Xianglong Luohan (), also known as the Taming Dragon Arhat, is an arhat and one of the Eighteen Arhats in China. His Sanskrit name is Nantimitolo and origins are said to derive from a Buddhist monk Mahākāśyapa. The legendary Chan Buddhist monk Ji Gong, was widely recognised by people as the incarnate of the Xianglong Luohan.

Origin

Originally there were only sixteen arhats. Worship of a group of sixteen arhats was set forth in an Indian sutra that was translated into Chinese in the mid-seventh century. Between the late Tang dynasty and early Five Dynasties and Ten Kingdoms period of China, two additional arhats were added, one paired with a tiger and the other one with a dragon. 

Xianglong Luohan is often equated with Mahākāśyapa of Buddhism, but actually, Xianglong Luohan has his own number of stories and has long been worshipped in China.

Legend

According to legend, the people of a kingdom in ancient India, after being incited by a demon, went on a rampage against the Buddhists and monasteries, stealing the Buddhist scriptures. The Dragon King flooded the kingdom and rescued the scriptures, which he put in his Dragon Palace.
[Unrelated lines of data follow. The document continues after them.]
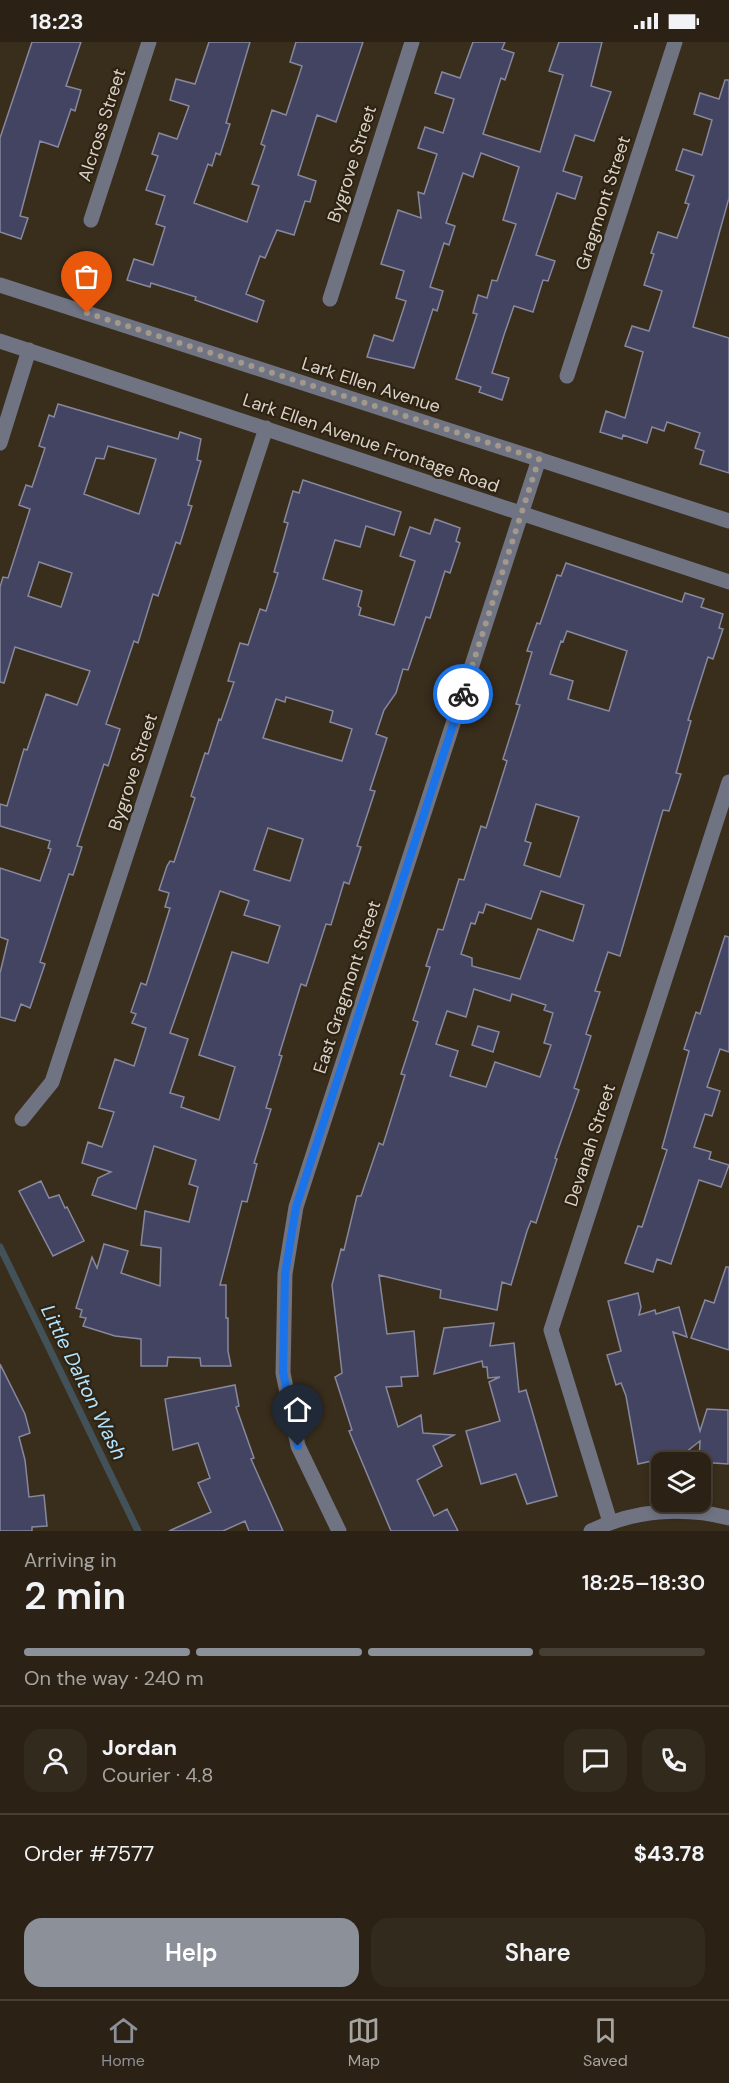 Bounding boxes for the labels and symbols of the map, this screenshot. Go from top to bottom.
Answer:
street label: Alcross Street [72,66,132,184]
street label: Bygrove Street [322,102,382,226]
street label: Gragmont Street [570,133,636,273]
pin [61,251,112,313]
street label: Lark Ellen Avenue [299,351,443,419]
street label: Lark Ellen Avenue Frontage Road [240,388,502,498]
courier [433,664,493,724]
street label: Bygrove Street [103,710,163,834]
street label: East Gragmont Street [308,897,386,1077]
street label: Devanah Street [559,1081,621,1209]
water label: Little Dalton Wash [35,1300,133,1464]
pin [272,1384,323,1446] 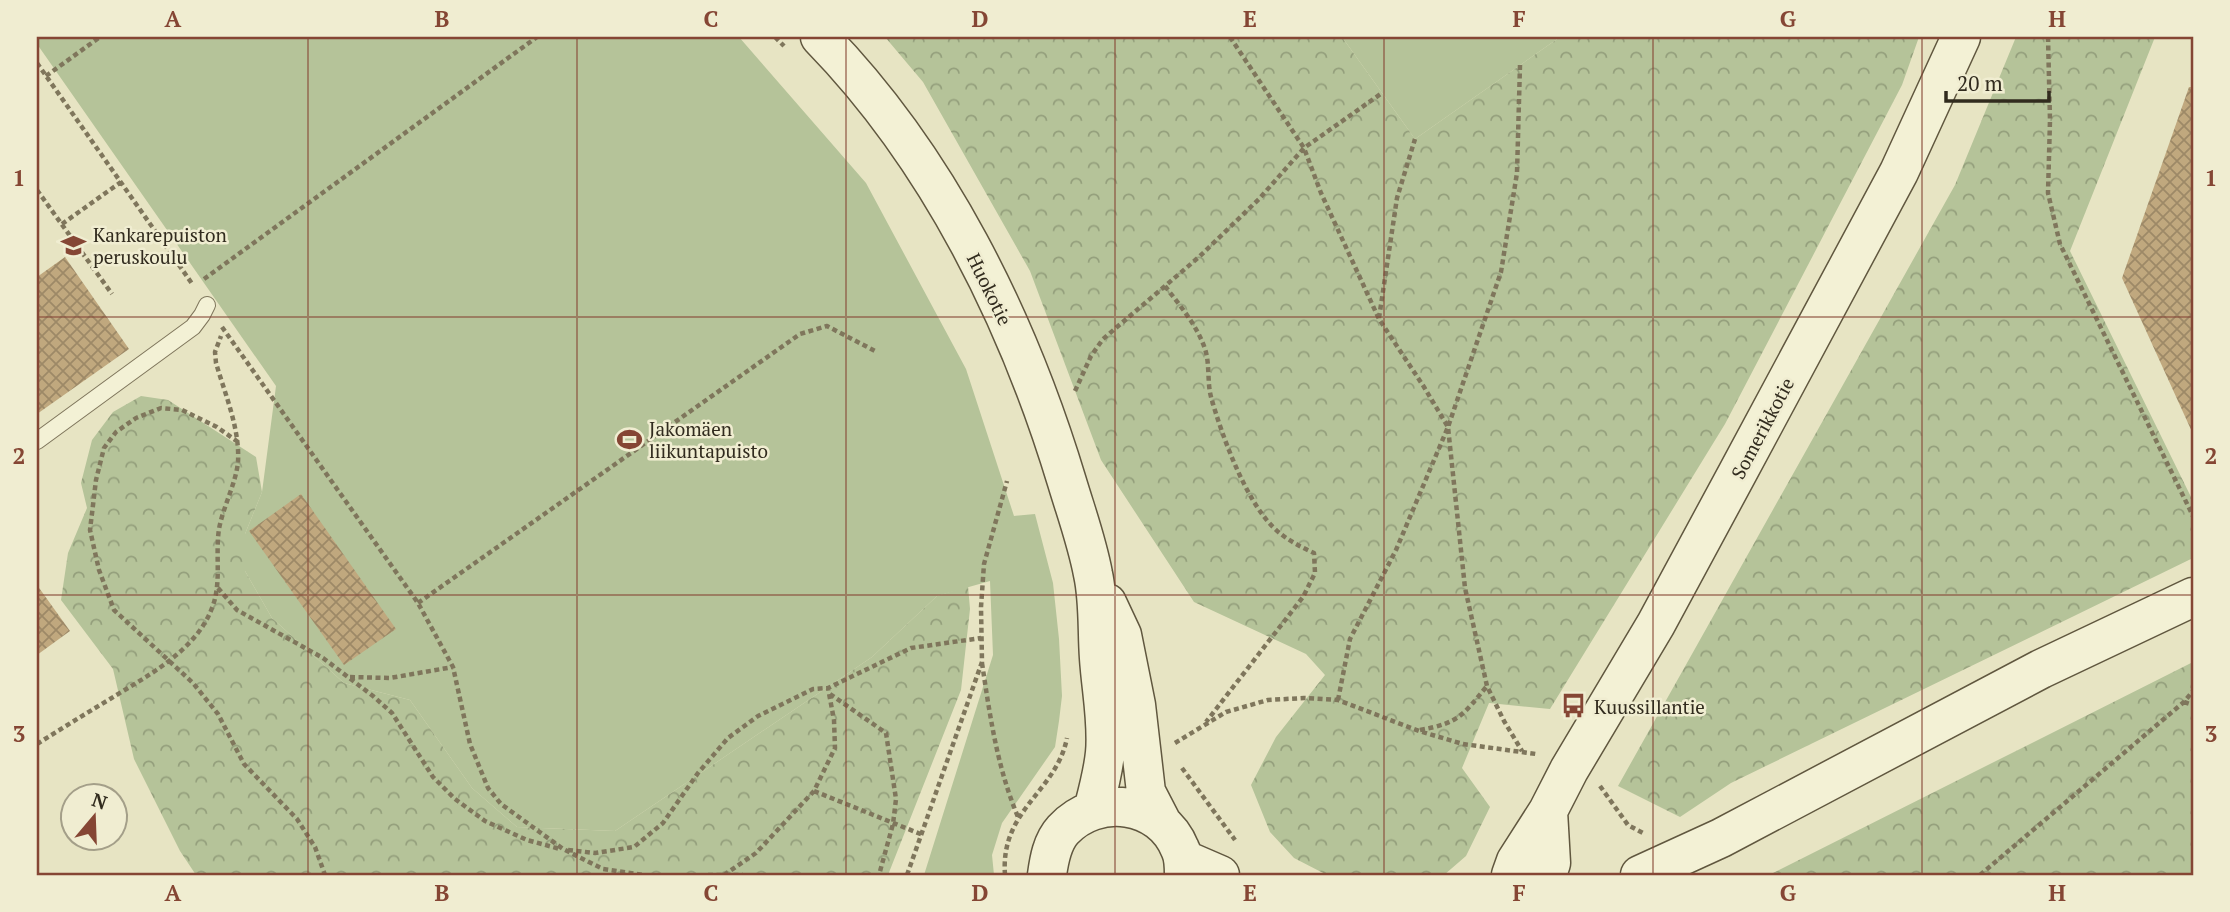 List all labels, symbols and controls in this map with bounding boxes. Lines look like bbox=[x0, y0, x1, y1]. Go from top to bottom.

After the Dragon King was tamed by Nantimitolo, who was a disciple of Gautama Buddha, the scriptures were retrieved back to earth. Hence he is called the Taming Dragon Louhan.

In popular culture
Xianglong Luohan has been portrayed as Ji Gong in many films and television series.
 Xianglong Luohan (), a 1984 Taiwanese television series produced by CTV, starring Hsu Pu-liao.